The butler cocked an eyebrow.

“Madam is in her bath, sir. I’m afraid you may have to wait some time.”

This was a facer. To wait while Mrs. Attleton completed her toilet was no part of Macdonald’s programme. Still with the same air of respectful helpfulness the butler added:

“If you would step into the telephone cabinet, sir, I could put you through to her. There is a phone in her bathroom.”
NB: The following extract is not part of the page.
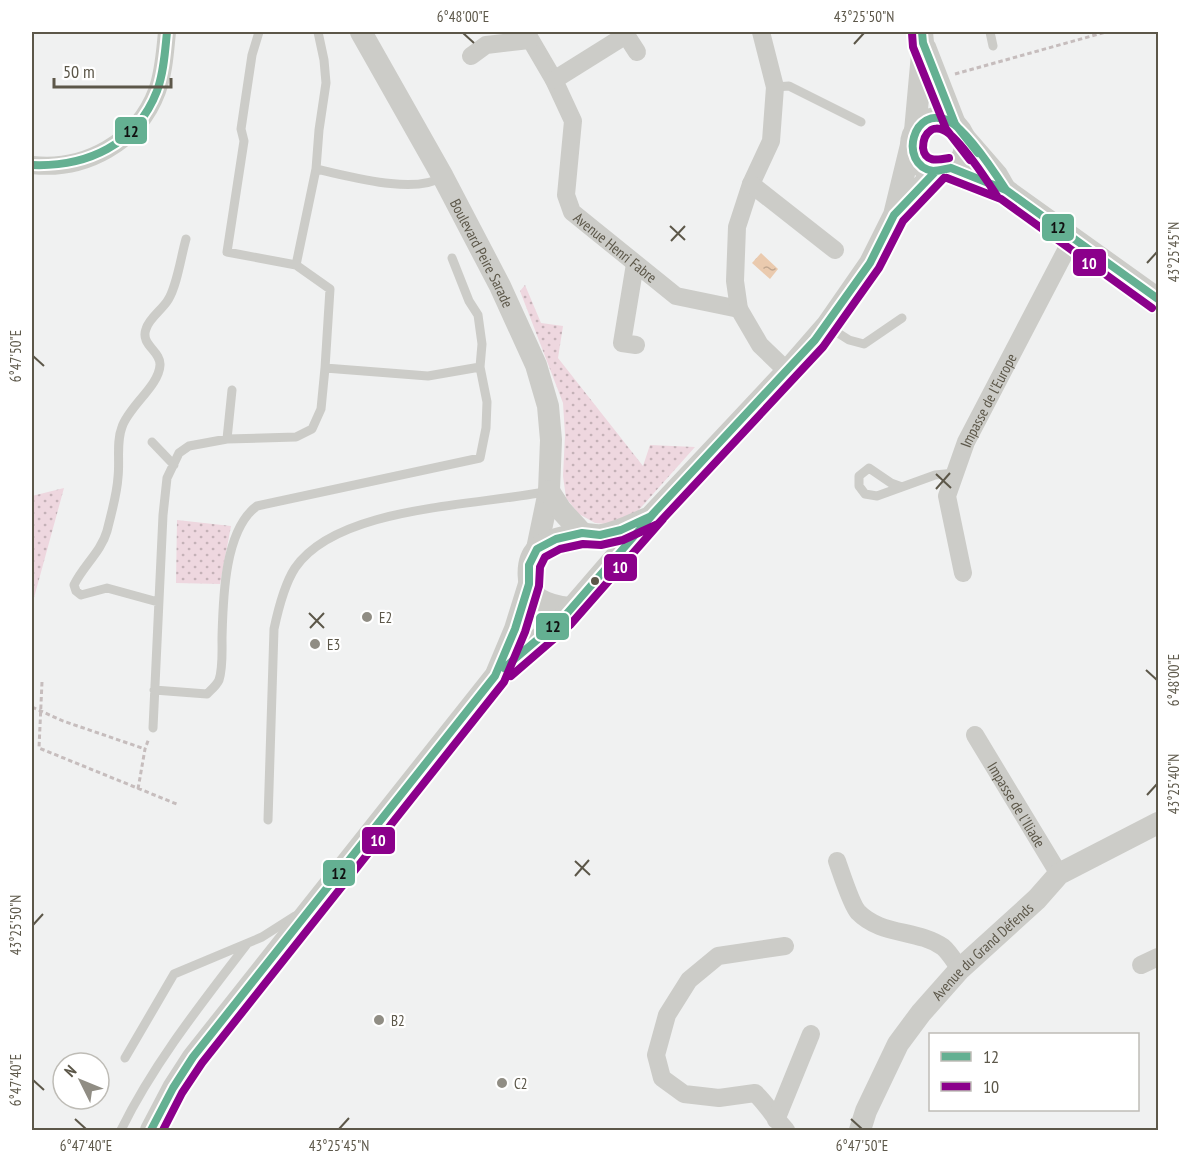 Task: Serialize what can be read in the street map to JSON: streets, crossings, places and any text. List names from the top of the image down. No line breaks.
{"streets":{"street":["Avenue Henri Fabre","Boulevard Peire Sarade","Impasse de l'Europe","Impasse de l'Iliade","Avenue du Grand Défends"]},"crossings":[["Impasse de l'Iliade","Avenue du Grand Défends"]],"places":["E2","E3","B2","C2"],"lines":["transit line 12","transit line 10"],"legend":["12","10"],"scale_bar":"50 m","north":"top left","coordinates":["6°48'00\"E","43°25'50\"N","43°25'45\"N","6°47'50\"E","43°25'40\"N","6°47'40\"E"]}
“Live and learn,” thought Macdonald. After all, he could check up on Weller’s story later, but he would very much like to know that Mrs. Attleton was still safely in the house. He racked his brains rapidly for a suitable gambit, and when left alone in the telephone cabinet he shot out the following question:

“Chief Inspector Macdonald speaking. I wish to know if the address book for which you sent Weller to Hampstead yesterday contained the address of the cottage, Antibes.”

A pause ensued, then Sybilla Attleton’s voice, clear and unmistakable, replied:

“Yes, it did, and the book had disappeared. It must have been stolen.”

“Thank you,” replied Macdonald. “That is all I wanted to know.”

Coming out of the telephone cabinet he reflected that the possibilities of this case were by no means exhausted.